* [What to do]: Throughout the entries below, report every line where "roads" is found.

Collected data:
=== Begin Enclosure ===

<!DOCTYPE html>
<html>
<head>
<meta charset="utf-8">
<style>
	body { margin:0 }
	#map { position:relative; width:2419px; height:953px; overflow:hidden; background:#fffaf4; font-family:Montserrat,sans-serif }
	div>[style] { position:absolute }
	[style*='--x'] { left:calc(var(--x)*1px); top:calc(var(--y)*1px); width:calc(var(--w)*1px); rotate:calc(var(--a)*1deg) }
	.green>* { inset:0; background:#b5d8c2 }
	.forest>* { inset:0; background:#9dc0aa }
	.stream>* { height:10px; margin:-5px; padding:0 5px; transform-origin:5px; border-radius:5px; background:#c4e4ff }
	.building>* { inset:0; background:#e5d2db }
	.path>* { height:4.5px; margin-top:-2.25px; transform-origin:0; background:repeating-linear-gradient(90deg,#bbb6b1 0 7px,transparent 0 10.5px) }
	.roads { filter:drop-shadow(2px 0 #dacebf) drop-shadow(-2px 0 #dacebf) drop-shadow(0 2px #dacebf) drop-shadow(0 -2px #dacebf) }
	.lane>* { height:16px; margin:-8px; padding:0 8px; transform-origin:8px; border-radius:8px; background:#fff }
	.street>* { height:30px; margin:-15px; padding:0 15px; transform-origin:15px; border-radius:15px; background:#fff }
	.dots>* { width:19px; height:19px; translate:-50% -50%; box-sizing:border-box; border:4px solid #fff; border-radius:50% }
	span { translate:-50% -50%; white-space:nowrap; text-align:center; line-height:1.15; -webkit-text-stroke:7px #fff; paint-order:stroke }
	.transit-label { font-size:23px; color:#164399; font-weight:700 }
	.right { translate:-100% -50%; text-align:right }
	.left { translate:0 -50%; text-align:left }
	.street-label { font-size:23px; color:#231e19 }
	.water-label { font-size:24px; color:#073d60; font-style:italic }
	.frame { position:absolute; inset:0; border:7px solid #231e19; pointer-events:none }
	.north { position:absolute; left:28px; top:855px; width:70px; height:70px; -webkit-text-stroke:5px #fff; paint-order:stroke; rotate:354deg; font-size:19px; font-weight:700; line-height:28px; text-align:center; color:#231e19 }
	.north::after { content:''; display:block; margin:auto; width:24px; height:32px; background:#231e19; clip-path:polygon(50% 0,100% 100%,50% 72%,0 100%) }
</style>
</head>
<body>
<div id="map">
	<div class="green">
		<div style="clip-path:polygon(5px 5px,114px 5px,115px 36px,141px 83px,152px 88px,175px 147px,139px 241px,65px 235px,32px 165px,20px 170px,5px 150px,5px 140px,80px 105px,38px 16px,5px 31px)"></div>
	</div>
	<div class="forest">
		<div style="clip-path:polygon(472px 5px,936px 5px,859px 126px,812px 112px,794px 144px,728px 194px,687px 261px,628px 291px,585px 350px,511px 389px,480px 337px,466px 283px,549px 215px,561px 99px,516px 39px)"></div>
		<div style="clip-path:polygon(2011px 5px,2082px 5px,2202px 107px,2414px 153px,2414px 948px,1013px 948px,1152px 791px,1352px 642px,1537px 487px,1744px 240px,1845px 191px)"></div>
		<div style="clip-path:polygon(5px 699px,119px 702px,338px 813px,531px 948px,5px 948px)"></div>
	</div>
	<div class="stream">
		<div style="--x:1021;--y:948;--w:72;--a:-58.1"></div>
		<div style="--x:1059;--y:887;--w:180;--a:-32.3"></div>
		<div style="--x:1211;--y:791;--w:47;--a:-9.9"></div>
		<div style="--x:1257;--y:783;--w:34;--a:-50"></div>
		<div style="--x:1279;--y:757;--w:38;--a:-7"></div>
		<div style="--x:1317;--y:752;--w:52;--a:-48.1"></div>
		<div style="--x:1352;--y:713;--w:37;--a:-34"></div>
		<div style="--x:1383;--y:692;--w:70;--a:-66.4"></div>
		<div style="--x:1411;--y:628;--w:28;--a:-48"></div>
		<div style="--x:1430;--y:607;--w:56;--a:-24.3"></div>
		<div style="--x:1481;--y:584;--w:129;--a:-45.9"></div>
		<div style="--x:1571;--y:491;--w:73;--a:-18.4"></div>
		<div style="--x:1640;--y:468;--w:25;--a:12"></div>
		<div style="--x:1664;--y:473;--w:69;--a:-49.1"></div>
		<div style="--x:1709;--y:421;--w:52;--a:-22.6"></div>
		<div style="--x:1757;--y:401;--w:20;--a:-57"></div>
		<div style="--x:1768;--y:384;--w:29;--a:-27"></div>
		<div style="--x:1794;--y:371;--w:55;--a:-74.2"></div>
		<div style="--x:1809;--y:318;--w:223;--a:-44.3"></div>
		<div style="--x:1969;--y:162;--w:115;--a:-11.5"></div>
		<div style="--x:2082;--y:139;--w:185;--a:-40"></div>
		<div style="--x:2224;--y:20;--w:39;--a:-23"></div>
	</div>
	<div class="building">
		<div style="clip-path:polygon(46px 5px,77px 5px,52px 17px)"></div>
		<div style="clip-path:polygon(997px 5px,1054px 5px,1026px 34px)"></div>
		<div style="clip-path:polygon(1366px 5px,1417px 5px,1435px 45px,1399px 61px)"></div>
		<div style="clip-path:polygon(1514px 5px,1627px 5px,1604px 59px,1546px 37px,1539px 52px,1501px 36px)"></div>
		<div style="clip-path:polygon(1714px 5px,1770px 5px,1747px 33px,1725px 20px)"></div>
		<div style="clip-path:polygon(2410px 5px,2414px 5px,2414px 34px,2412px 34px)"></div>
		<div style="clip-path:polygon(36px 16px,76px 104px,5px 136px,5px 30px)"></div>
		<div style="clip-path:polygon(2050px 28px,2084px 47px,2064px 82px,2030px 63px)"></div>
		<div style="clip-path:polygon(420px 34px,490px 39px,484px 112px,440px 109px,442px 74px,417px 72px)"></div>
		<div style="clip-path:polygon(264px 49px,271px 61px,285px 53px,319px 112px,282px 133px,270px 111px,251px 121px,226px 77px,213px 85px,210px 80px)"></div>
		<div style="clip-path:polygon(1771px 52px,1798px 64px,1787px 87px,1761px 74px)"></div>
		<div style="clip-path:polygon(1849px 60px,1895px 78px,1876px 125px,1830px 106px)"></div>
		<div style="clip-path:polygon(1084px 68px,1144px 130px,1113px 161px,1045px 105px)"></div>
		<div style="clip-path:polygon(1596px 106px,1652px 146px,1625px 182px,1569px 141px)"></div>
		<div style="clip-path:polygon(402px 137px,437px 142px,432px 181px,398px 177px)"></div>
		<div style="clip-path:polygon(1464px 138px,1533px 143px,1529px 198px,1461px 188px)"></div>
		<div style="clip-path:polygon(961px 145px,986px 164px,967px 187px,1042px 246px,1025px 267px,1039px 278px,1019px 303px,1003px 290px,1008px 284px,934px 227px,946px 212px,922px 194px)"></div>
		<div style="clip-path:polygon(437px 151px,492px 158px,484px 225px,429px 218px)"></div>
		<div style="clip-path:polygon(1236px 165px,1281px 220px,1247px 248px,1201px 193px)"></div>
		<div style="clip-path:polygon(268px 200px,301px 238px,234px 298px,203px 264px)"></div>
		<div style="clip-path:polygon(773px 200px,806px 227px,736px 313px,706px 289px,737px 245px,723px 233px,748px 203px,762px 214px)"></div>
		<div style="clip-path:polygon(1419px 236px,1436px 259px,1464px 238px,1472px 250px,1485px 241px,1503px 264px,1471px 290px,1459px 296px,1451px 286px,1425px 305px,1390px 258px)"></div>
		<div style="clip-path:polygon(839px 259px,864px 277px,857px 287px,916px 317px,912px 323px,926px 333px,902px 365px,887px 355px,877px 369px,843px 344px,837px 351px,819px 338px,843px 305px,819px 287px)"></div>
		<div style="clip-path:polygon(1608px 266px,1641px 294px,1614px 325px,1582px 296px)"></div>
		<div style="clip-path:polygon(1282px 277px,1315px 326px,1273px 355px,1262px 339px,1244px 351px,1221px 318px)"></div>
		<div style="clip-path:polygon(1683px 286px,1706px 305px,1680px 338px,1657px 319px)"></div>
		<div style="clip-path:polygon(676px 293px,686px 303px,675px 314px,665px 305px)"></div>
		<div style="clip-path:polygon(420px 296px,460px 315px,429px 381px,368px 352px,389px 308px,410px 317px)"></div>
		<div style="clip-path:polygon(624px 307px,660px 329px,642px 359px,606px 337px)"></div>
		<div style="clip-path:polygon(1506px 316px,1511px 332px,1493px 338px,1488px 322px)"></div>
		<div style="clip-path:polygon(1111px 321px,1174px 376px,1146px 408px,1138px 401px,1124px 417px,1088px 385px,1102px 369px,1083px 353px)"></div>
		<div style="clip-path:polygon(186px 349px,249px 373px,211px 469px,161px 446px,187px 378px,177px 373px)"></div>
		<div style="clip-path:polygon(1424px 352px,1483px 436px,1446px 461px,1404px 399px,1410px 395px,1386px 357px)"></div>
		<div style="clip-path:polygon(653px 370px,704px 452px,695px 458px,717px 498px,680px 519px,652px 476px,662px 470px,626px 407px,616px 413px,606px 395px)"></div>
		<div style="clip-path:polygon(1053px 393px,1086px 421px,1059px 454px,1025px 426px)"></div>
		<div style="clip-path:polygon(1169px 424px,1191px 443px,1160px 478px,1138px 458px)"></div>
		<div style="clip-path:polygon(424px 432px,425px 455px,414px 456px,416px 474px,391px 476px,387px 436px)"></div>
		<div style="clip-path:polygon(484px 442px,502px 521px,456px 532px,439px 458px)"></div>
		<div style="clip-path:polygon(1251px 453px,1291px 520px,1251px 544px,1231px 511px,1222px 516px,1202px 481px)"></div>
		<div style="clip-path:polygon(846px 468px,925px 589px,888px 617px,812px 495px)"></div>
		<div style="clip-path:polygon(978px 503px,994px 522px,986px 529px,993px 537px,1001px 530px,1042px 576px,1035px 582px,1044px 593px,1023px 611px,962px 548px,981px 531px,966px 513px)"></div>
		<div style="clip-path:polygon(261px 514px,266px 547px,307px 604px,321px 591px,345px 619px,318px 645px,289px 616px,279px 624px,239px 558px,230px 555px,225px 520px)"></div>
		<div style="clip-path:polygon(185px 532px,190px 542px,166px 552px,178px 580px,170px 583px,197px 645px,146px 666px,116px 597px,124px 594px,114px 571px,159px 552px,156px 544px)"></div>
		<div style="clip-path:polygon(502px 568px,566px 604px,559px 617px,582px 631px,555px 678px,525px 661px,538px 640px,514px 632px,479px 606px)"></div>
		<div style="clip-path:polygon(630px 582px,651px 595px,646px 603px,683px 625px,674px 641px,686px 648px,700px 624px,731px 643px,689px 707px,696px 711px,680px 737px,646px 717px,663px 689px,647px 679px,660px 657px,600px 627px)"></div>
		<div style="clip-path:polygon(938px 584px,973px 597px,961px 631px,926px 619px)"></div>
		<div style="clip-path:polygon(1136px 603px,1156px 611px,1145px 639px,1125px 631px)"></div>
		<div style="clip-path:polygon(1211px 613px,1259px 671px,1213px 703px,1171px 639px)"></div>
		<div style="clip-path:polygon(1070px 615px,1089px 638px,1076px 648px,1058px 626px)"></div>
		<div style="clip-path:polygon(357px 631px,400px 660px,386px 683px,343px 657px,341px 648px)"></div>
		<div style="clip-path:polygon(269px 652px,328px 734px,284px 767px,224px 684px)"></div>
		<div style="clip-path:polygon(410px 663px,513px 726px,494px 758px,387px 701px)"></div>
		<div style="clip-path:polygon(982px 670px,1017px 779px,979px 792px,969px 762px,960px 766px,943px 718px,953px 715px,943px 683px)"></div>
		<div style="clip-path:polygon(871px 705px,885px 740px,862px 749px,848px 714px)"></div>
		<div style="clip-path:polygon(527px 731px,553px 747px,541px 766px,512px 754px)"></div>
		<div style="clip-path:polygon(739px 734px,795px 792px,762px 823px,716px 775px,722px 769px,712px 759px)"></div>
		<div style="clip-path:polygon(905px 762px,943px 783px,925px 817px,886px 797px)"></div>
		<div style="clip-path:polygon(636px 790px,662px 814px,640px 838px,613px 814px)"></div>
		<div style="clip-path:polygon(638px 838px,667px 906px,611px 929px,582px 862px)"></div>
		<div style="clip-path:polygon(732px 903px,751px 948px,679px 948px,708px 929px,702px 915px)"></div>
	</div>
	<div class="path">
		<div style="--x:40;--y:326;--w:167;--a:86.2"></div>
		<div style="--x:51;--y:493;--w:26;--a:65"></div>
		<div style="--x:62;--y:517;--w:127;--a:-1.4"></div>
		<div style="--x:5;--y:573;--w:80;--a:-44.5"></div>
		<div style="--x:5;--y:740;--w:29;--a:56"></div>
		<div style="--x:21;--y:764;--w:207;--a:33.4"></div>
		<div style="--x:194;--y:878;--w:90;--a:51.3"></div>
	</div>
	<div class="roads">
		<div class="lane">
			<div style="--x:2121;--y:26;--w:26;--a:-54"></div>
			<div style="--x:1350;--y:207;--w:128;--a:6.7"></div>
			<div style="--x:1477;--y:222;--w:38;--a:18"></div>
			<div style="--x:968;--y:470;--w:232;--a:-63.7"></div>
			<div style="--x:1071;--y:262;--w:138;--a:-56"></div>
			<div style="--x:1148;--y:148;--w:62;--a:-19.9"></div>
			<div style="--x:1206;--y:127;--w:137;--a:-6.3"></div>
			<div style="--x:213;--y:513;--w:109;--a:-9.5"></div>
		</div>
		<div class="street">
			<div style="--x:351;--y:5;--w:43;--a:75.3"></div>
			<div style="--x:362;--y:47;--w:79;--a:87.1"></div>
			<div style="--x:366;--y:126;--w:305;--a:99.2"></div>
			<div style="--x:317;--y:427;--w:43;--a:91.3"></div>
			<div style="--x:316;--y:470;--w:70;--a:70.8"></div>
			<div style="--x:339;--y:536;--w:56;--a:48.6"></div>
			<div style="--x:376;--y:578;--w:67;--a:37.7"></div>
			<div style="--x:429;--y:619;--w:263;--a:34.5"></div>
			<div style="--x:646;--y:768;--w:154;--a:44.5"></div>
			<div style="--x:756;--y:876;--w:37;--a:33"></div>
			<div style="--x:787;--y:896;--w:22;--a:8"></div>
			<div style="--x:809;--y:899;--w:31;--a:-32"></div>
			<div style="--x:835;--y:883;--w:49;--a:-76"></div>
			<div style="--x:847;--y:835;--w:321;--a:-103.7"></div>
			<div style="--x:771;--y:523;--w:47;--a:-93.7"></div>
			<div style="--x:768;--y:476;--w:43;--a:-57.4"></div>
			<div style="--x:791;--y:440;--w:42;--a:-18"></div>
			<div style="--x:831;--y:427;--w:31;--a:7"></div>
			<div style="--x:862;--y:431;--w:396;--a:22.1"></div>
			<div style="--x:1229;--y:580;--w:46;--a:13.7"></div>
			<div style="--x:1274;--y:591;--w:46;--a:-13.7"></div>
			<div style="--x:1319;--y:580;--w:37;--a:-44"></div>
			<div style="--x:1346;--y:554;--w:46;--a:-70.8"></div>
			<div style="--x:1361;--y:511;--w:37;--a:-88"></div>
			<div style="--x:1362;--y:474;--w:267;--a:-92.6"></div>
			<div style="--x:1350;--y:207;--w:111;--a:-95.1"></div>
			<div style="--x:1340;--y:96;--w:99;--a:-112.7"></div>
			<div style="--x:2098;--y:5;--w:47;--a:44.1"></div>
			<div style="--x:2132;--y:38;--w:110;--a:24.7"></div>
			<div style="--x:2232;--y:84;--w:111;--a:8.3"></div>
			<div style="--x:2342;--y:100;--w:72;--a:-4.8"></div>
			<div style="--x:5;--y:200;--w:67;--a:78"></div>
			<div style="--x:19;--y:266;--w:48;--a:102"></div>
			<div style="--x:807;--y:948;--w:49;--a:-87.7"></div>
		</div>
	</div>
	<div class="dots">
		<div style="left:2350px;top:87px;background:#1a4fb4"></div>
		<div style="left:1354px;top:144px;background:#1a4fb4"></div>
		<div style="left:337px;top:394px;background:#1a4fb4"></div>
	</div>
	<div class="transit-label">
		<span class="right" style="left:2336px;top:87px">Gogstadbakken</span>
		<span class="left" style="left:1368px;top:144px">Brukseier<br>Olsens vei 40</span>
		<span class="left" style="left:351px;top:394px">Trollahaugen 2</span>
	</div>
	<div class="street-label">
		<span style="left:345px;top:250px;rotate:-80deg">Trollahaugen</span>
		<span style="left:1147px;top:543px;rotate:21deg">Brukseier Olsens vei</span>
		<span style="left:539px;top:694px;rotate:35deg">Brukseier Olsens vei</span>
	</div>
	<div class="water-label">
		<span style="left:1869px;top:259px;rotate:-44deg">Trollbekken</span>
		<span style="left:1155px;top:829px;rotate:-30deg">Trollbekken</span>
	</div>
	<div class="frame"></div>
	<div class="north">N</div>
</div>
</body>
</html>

=== End Enclosure ===

* [Result of this exercise]:
	.roads { filter:drop-shadow(2px 0 #dacebf) drop-shadow(-2px 0 #dacebf) drop-shadow(0 2px #dacebf) drop-shadow(0 -2px #dacebf) }
	<div class="roads">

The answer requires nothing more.